WORK ORDER. The word "roads" marks the lines to copy; find all of them in the entries below.

*** RECORDS PROVIDED

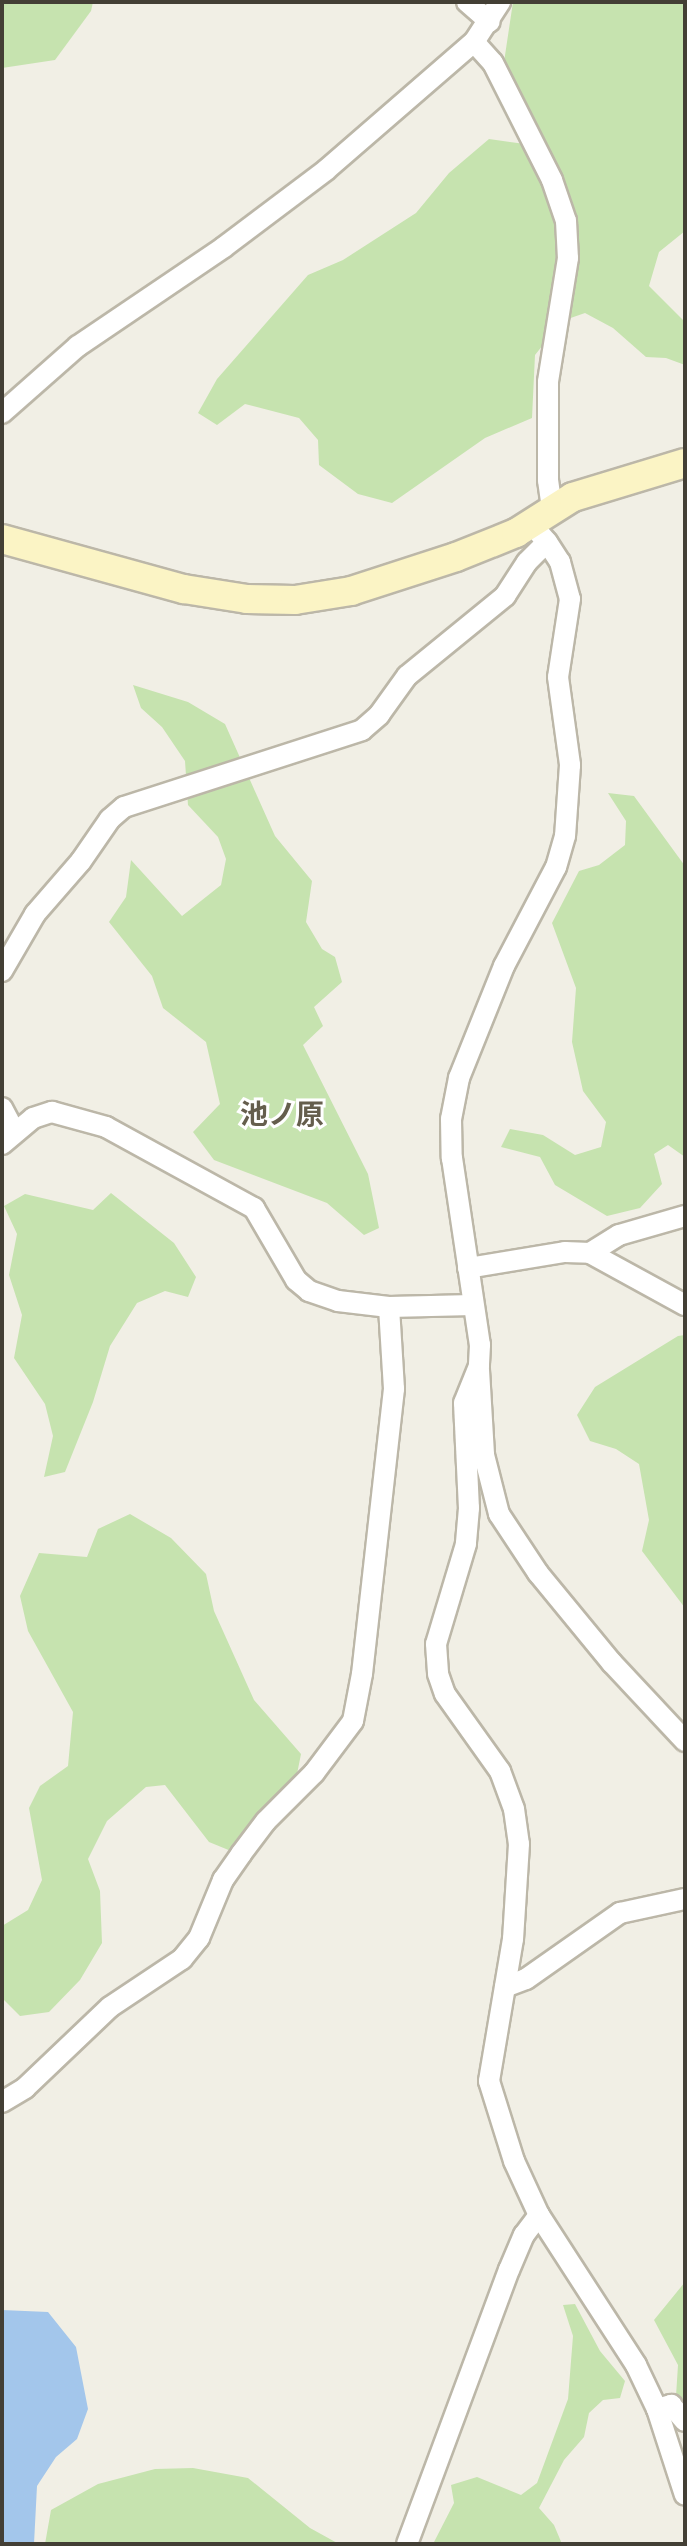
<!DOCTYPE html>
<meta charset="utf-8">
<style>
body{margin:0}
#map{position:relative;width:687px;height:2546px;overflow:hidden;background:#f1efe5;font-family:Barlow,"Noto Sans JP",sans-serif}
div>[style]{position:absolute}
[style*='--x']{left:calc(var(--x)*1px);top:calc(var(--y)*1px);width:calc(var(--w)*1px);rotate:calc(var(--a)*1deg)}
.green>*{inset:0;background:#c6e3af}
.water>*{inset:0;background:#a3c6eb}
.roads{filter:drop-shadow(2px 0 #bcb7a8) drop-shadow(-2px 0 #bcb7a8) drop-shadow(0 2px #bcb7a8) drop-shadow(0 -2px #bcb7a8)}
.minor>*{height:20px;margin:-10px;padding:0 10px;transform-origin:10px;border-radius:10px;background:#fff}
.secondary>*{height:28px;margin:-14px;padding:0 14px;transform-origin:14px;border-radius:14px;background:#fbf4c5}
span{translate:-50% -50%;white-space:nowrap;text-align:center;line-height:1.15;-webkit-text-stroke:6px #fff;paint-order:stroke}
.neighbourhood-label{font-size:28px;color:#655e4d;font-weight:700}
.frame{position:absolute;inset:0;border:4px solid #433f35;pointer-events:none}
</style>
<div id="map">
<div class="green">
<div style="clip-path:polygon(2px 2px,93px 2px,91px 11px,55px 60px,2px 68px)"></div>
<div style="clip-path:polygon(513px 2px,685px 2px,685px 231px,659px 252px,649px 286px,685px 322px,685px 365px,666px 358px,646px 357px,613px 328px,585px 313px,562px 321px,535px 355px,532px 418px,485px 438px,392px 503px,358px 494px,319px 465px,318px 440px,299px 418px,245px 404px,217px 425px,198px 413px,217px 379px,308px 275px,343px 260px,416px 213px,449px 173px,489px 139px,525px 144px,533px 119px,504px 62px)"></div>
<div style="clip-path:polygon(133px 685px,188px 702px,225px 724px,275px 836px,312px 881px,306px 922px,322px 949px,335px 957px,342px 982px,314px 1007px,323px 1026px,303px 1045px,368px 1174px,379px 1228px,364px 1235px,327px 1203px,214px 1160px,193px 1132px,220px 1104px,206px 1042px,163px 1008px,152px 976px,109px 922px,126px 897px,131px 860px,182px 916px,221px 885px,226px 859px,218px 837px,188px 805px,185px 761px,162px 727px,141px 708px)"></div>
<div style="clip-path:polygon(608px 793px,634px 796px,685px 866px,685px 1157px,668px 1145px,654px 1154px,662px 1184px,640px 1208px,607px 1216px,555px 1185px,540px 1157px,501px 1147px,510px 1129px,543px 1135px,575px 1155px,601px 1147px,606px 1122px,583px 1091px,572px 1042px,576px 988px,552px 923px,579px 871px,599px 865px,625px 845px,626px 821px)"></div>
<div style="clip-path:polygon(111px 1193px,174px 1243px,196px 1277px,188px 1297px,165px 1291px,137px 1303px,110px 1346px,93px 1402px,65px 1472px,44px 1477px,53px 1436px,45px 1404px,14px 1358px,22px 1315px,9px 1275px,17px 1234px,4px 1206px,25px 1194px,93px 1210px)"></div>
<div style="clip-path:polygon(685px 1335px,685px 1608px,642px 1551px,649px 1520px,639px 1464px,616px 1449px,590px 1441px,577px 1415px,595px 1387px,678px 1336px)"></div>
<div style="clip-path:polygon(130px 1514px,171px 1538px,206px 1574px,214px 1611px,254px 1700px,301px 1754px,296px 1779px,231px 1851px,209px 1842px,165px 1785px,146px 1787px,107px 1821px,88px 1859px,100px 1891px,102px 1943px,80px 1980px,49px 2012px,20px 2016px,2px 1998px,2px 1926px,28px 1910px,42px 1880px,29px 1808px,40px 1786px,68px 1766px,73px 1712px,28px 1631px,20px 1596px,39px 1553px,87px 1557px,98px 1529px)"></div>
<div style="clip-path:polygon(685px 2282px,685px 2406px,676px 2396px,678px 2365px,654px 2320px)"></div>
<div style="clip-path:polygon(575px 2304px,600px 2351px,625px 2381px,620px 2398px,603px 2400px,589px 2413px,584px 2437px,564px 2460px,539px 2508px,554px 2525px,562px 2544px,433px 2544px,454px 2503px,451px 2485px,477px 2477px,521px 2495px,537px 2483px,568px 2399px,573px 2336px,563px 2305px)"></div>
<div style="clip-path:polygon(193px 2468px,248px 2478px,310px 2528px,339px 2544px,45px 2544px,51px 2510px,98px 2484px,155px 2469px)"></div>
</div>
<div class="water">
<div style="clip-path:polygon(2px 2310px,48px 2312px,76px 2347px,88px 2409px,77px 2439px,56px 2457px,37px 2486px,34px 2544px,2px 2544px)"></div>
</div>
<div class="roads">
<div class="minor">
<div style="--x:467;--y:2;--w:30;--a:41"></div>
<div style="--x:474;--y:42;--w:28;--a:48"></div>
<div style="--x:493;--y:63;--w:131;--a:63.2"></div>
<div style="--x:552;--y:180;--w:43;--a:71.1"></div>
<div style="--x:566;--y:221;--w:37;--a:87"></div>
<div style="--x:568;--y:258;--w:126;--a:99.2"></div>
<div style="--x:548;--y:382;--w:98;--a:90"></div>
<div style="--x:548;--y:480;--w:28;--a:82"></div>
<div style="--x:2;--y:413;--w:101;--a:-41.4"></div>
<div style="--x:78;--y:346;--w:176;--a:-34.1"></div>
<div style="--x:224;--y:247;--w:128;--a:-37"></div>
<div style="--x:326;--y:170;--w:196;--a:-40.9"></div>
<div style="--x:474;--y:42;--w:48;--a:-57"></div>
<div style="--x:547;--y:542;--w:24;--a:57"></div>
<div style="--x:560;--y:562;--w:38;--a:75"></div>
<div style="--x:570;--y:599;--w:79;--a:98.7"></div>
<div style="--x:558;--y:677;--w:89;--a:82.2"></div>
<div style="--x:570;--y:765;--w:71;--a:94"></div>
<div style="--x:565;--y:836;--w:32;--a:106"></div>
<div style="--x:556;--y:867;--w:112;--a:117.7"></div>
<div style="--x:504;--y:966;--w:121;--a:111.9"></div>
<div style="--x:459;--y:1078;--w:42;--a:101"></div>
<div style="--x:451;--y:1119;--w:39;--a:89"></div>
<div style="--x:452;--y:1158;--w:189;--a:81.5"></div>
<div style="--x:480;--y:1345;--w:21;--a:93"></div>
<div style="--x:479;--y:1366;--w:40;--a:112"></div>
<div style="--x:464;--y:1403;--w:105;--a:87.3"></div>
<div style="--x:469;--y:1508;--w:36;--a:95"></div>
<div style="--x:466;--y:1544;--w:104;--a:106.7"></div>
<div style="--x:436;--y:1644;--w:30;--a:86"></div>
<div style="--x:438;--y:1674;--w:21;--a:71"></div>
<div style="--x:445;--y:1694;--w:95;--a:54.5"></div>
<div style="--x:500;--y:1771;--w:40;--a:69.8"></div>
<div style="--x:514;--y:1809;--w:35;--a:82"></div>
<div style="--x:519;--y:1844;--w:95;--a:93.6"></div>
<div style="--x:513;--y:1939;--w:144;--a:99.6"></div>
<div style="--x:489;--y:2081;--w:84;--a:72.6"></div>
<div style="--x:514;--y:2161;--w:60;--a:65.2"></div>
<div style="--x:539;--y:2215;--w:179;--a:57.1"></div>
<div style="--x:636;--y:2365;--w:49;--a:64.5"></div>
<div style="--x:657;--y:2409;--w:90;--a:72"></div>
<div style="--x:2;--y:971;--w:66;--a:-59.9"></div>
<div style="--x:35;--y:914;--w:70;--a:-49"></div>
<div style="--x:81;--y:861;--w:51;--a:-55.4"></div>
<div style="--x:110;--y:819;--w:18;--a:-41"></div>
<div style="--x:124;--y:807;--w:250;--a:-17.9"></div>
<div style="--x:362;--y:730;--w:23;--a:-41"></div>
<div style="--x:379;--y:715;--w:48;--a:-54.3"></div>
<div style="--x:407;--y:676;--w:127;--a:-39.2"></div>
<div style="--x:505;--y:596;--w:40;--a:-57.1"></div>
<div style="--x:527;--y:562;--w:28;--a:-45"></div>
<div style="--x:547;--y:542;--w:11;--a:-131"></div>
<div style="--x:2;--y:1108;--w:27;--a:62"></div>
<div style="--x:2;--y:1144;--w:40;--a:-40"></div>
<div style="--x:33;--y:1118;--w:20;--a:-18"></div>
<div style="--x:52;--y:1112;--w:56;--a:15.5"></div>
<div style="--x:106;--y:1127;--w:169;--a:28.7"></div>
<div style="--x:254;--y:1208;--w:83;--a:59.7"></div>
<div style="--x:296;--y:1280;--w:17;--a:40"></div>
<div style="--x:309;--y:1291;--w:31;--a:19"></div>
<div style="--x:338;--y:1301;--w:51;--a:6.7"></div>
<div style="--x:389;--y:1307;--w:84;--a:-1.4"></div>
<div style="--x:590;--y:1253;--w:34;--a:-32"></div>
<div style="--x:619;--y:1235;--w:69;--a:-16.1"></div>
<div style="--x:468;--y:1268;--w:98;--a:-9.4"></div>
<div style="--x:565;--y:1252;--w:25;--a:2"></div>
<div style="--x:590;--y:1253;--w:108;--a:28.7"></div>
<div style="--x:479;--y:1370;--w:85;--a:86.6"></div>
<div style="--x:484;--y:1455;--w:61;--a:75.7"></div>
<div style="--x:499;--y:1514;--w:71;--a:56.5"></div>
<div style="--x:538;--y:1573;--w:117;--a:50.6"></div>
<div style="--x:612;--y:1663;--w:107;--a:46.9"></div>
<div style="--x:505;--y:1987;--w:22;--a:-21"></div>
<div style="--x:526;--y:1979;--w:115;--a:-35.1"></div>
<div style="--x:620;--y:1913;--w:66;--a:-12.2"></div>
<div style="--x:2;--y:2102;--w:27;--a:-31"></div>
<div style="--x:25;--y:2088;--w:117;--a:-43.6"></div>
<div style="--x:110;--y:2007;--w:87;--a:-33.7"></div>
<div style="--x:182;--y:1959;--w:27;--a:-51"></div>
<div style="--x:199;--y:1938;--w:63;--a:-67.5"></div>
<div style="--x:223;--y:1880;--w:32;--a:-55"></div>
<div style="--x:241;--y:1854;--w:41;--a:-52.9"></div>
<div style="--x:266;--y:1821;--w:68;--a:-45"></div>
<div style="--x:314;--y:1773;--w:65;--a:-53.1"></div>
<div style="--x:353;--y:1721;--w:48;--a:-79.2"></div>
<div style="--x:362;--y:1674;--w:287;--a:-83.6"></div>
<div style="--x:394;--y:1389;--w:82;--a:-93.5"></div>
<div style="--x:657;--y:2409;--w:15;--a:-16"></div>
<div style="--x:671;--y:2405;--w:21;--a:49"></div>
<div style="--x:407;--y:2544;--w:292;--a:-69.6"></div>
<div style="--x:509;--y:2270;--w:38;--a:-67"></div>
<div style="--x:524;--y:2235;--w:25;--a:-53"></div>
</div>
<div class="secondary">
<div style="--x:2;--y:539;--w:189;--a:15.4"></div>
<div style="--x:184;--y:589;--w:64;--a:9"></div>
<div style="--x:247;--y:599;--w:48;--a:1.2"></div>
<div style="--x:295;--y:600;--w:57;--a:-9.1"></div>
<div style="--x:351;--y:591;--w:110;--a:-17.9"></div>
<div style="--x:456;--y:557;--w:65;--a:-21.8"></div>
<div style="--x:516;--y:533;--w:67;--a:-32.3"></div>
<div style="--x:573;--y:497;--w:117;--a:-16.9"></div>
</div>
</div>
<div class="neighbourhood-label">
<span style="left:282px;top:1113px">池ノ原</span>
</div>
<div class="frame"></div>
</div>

******

ANSWER SPACE.
.roads{filter:drop-shadow(2px 0 #bcb7a8) drop-shadow(-2px 0 #bcb7a8) drop-shadow(0 2px #bcb7a8) drop-shadow(0 -2px #bcb7a8)}
<div class="roads">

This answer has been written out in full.